The Melbourne-based asset management firm Easton Investments has acquired a 19.9% stake in the Singapore-based consulting firm AAM Advisory, Asian Investor reports. Easton Investments would like to develop its activities in Singapore, and in the next twelve months is aiming for advised assets of SGD1bn, and assets under management of SGD300m. AAM Advisory, which provides advisory services to high net worth expatriate clients in Singapore, has advised assets of over SGD250m.
BlackRock has increased its stake in UniCredit to 5.03%, to become the second-largest shareholder in the Italian bank, overtaking Aabar, Il Sole – 24 Ore reports. The stake corresponds to 20 funds from the US firm. Foreign shareholders now represent 25% of capital in UniCredit, compared with 15% for Italian firms.
Banco Leonardo, which on 30 January announced a 20% increase in its operating profits, to EUR29m, has also announced plans to intensify its involvement in private banking, Les Echos reports. Among the activities which have progressed most, the wealth management division gained 21% in assets under management, to EUR6bn, of which 87% are in Italy, where Banco Leonardo now claims a place as the largest independent private banking actor.
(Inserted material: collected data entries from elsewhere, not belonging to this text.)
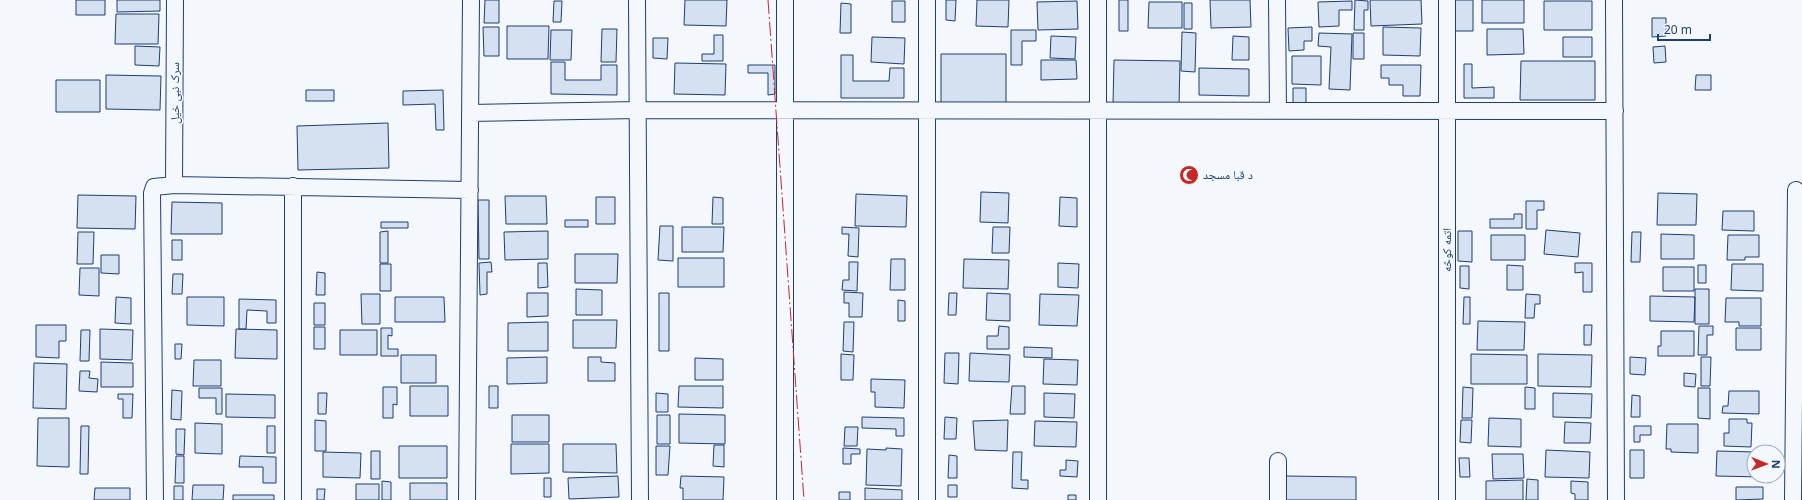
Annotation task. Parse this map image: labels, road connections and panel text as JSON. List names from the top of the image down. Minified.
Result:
{"streets":{"street":["سرک نبی خیل","اتمه کوڅه"]},"places":{"mosque":["د قبا مسجد"]},"scale_bar":"20 m","north":"right"}
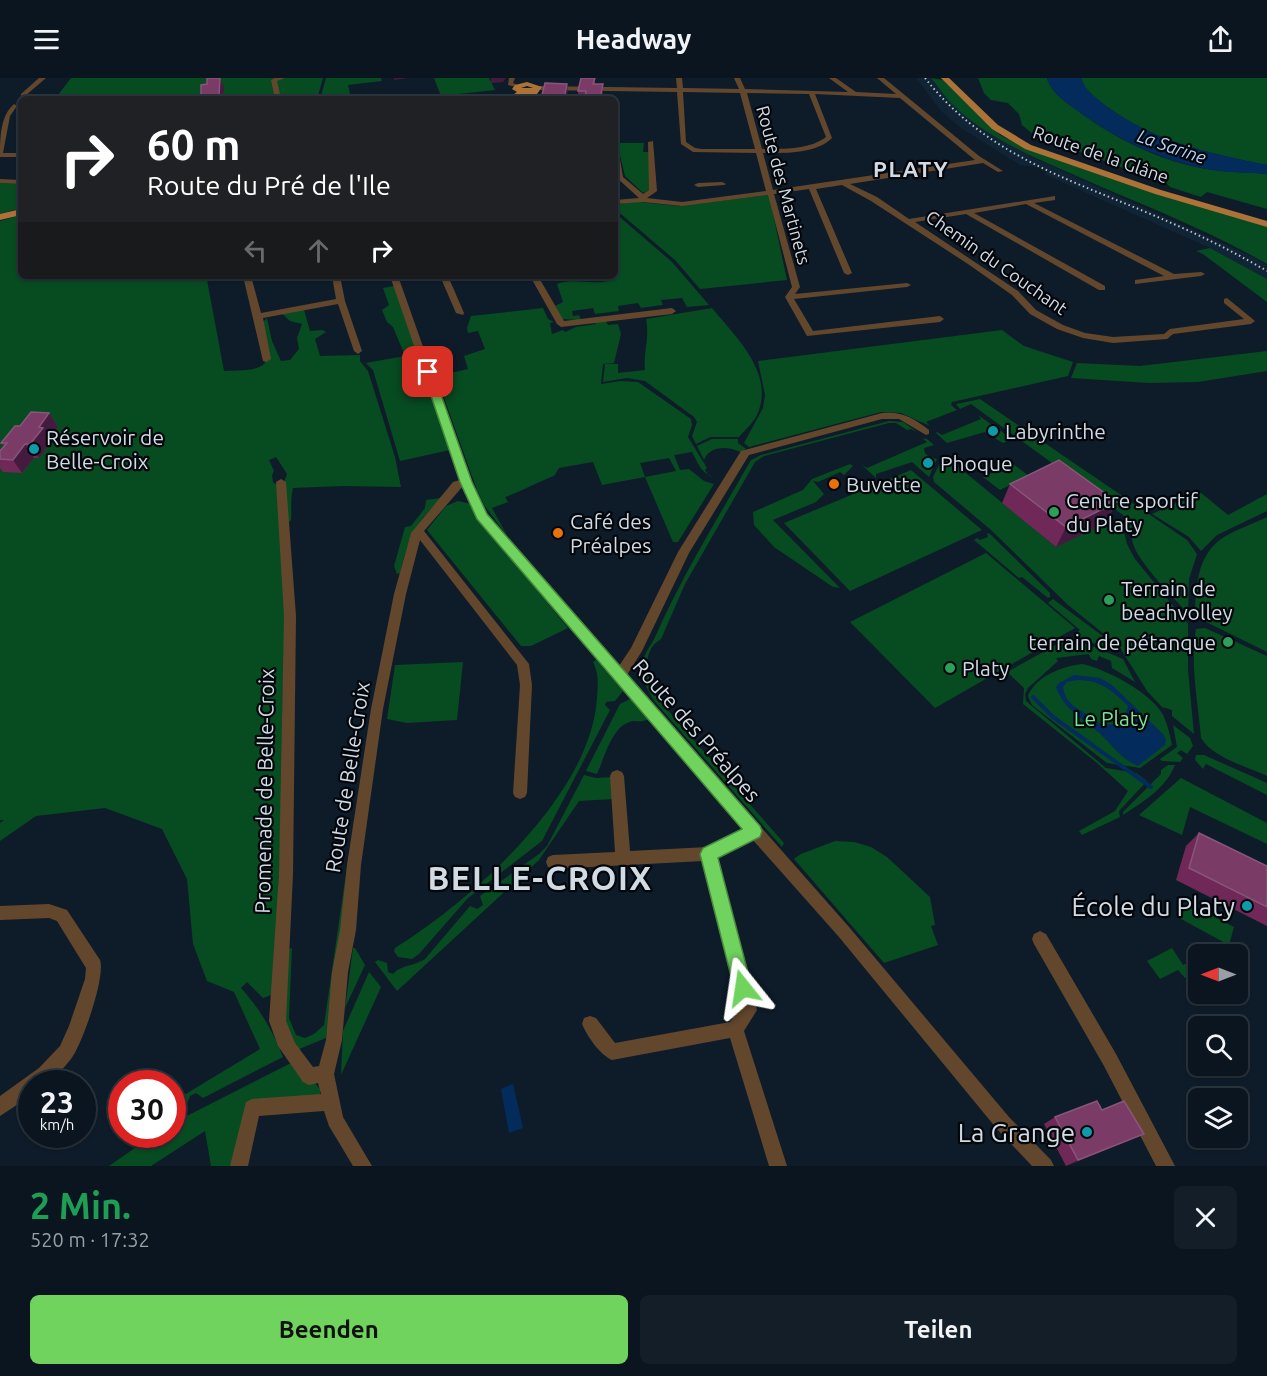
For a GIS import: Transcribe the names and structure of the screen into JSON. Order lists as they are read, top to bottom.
{
  "streets": {
    "main road": ["Route de la Glâne"],
    "street": [
      "Route des Martinets",
      "Chemin du Couchant",
      "Route des Préalpes",
      "Route de Belle-Croix",
      "Promenade de Belle-Croix"
    ]
  },
  "crossings": [
    ["Route des Préalpes", "Route de Belle-Croix"],
    ["Route de Belle-Croix", "Promenade de Belle-Croix"]
  ],
  "districts": ["PLATY", "BELLE-CROIX"],
  "water": ["La Sarine"],
  "parks": ["Le Platy"],
  "places": [
    "Labyrinthe",
    "Réservoir de Belle-Croix",
    "Phoque",
    "Buvette",
    "Centre sportif du Platy",
    "Café des Préalpes",
    "Terrain de beachvolley",
    "terrain de pétanque",
    "Platy",
    "École du Platy",
    "La Grange"
  ],
  "north": "left",
  "page": {
    "header": "Headway",
    "turn": ["60 m", "Route du Pré de l'Ile"],
    "speed": "23 km/h",
    "limit": "30",
    "heading": ["2 Min.", "520 m · 17:32"],
    "buttons": ["Beenden", "Teilen"]
  }
}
The board of directors at VP Bank has appointed Alfred Moeckli as chief executive officer (CEO) from 1 May. Moeckli takes up a position which had been shared in the interim since July 2012 by Siegbert Näscher, chief financial officer (CFO), and Juerg Sturzenegger, chief operating officer (COO), according to a statement released on 31 January. Moeckli had previously been CEO of the Zweiplus ag bank in Zurich, a position he had held since 2010. He also held various positions at Falcon Private Bank, Tradejet, INIVEST and the Swissquote bank. He also belonged to the board of directors at Zweiplus bank. Näscher and Sturzenegger will both return to their previous roles as CFO and COO.
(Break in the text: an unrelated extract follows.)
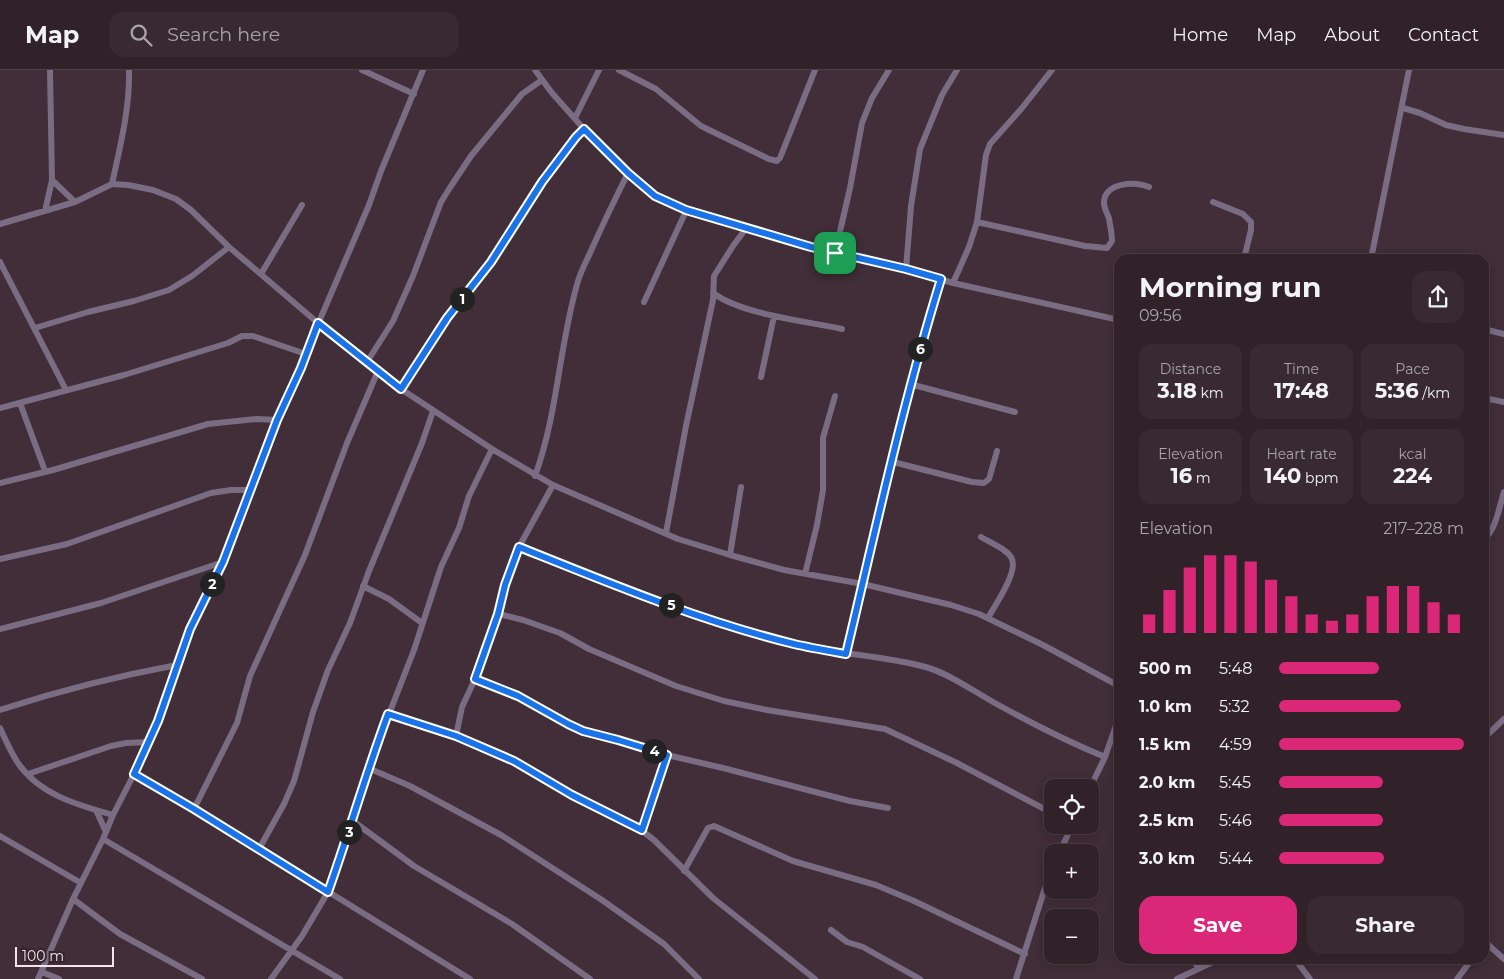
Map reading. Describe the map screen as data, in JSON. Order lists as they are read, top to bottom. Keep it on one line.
{"scale_bar":"100 m","page":{"header":"Map","search":"Search here","nav":["Home","Map","About","Contact"],"heading":["Morning run","09:56"],"pins":["1","6","2","5","4","3"],"stats":[["Distance","3.18 km"],["Time","17:48"],["Pace","5:36 /km"],["Elevation","16 m"],["Heart rate","140 bpm"],["kcal","224"]],"chart":["Elevation","217–228 m"],"list":[{"name":"500 m","note":"5:48"},{"name":"1.0 km","note":"5:32"},{"name":"1.5 km","note":"4:59"},{"name":"2.0 km","note":"5:45"},{"name":"2.5 km","note":"5:46"},{"name":"3.0 km","note":"5:44"}],"map_buttons":["+","−"],"buttons":["Save","Share"],"scale":"100 m"}}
New York-based asset management firm WisdomTree on 31 January announced the launch of an actively-managed ETF which will invest in global corporate bonds, the WisdomTree Global Corporate Bond Fund (Nasdaq ticker: GLCB), which will be sub-advised by Western Asset Management Company (Legg Mason group), like the WisdomTree Emerging Markets Corporate Bond Fund (EMCB).The portfolio will mainly be composed of investment-grade bonds, and the objective will be to keep duration within a range of 2-10 years. Exposure to non-US securities will be hedged for currency risks.The total expense ratio is 0.45%.
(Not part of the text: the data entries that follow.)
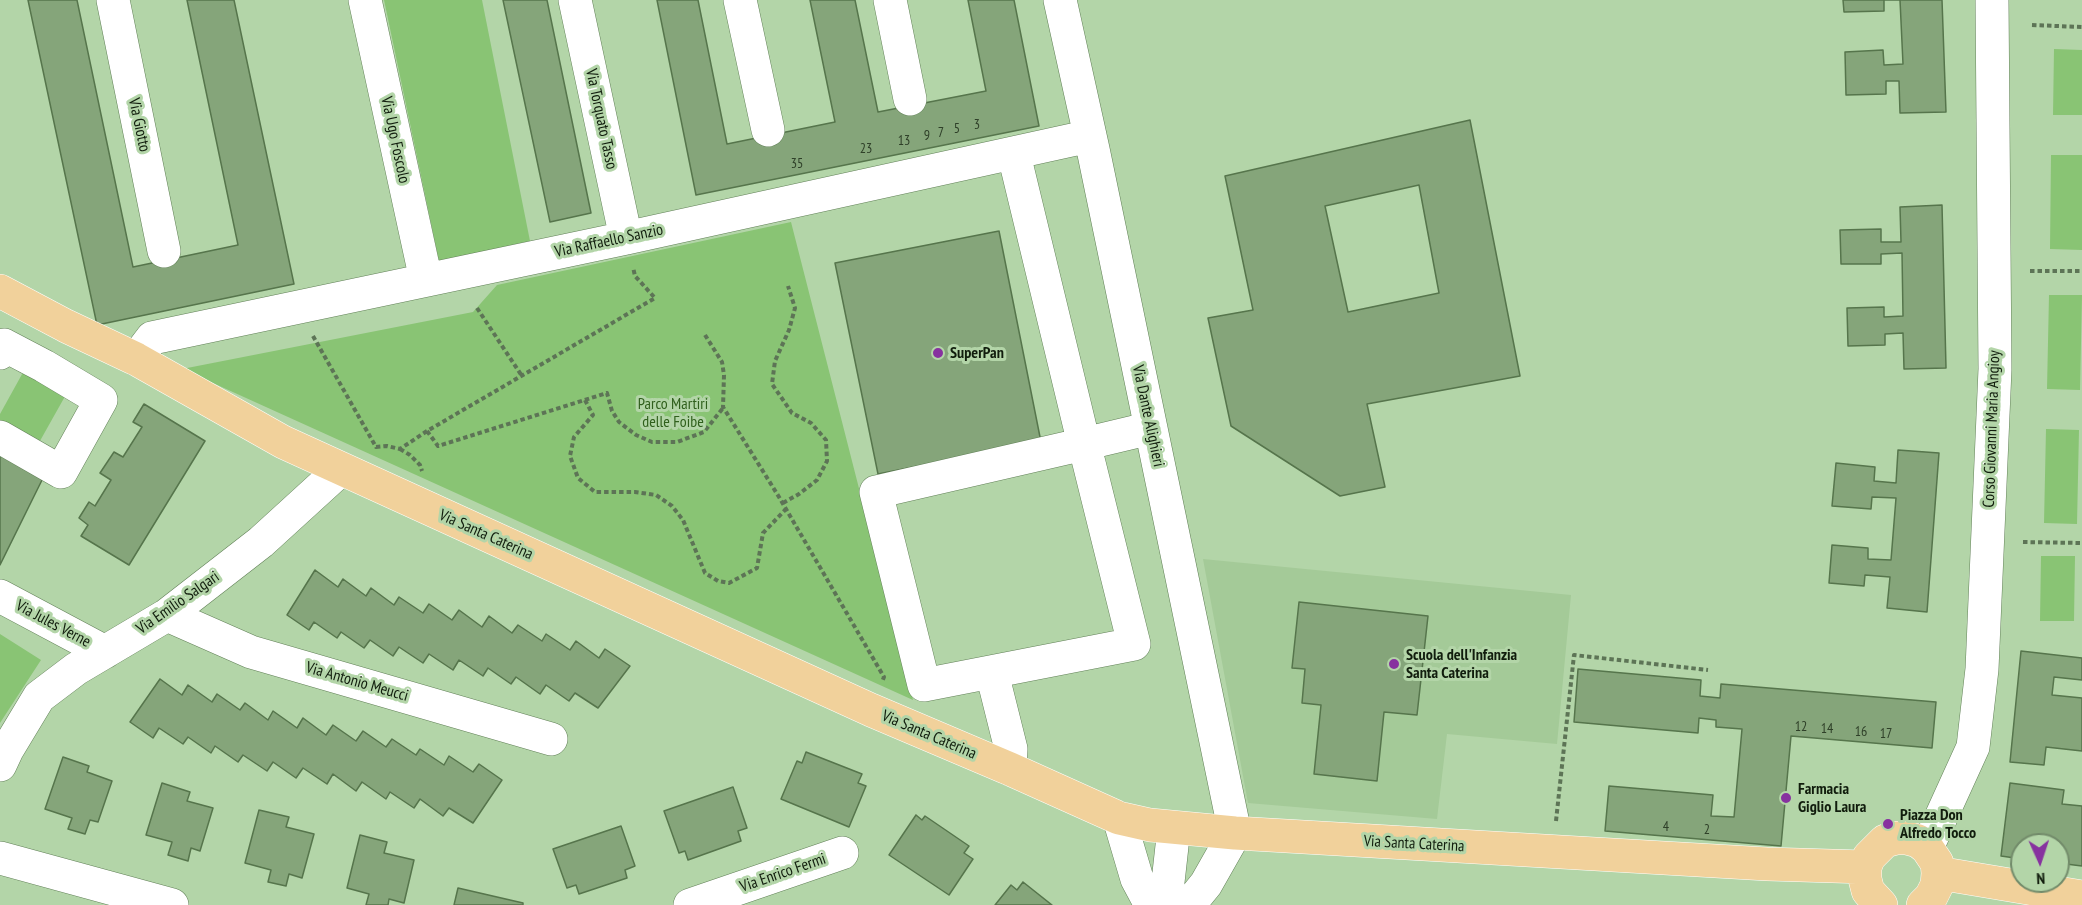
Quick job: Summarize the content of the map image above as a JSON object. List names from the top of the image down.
{
  "streets": {
    "main road": ["Via Santa Caterina"],
    "street": [
      "Via Torquato Tasso",
      "Via Giotto",
      "Via Ugo Foscolo",
      "Via Raffaello Sanzio",
      "Via Dante Alighieri",
      "Corso Giovanni Maria Angioy",
      "Via Emilio Salgari",
      "Via Jules Verne",
      "Via Antonio Meucci",
      "Via Enrico Fermi"
    ]
  },
  "crossings": [
    ["Via Torquato Tasso", "Via Raffaello Sanzio"],
    ["Via Ugo Foscolo", "Via Raffaello Sanzio"],
    ["Via Raffaello Sanzio", "Via Dante Alighieri"],
    ["Via Raffaello Sanzio", "Via Santa Caterina"],
    ["Via Dante Alighieri", "Via Santa Caterina"],
    ["Via Santa Caterina", "Via Emilio Salgari"],
    ["Via Emilio Salgari", "Via Jules Verne"],
    ["Via Emilio Salgari", "Via Antonio Meucci"]
  ],
  "parks": ["Parco Martiri delle Foibe"],
  "places": [
    "SuperPan",
    "Scuola dell'Infanzia Santa Caterina",
    "Farmacia Giglio Laura",
    "Piazza Don Alfredo Tocco"
  ],
  "house_numbers": [
    "3",
    "5",
    "7",
    "9",
    "13",
    "23",
    "35",
    "12",
    "14",
    "16",
    "17",
    "4",
    "2"
  ],
  "north": "bottom"
}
In December 2012, statistics from Europerformance show net inflows to all families of French-registered bond and equity funds, with EUR130.03bn for the former, and EUR461.95bn for the latter. Overall, these net subscriptions have not prevented a few major variations in some categories. In the bond asset class, net outflows totalled EUR138.14m for funds invested in the euro zone, or EUR54.27m for international bond funds. However, high yield bond funds have posted strong inflows EUR371.65m. For equity funds, the scenario has been similar. Net infows totalled EUR461.95 in one month, but Asia-Pacific and international equity funds have contributed strongly, with inflows of EUR173.66m and EUR205.95m, respectively, while funds invested in Europe and the US market have seen net outflows of EUR141.05bn and EUR41.10bn. Money market funds have seen outflows of EUR16.42bn, with net outflows of EUR15.171bn from regular treasury funds alone. Net redemptions from French-registered OPCVM products in December totalled EUR16.74bn. Lastly, in terms of performance, all categories of funds have posted returns, excepting international treasury funds (-4.78%), funds of bonds denominated in US dollars (-2.64%), and Middle East North Africa equity funds (-0.91%).
The asset management giant BlackRock has announced that it now controls 8% of capital in the English football club Manchester United, with 3.3 million shares. The FC held its IPO on the New York stock exchange in August last year, Investment Week reports.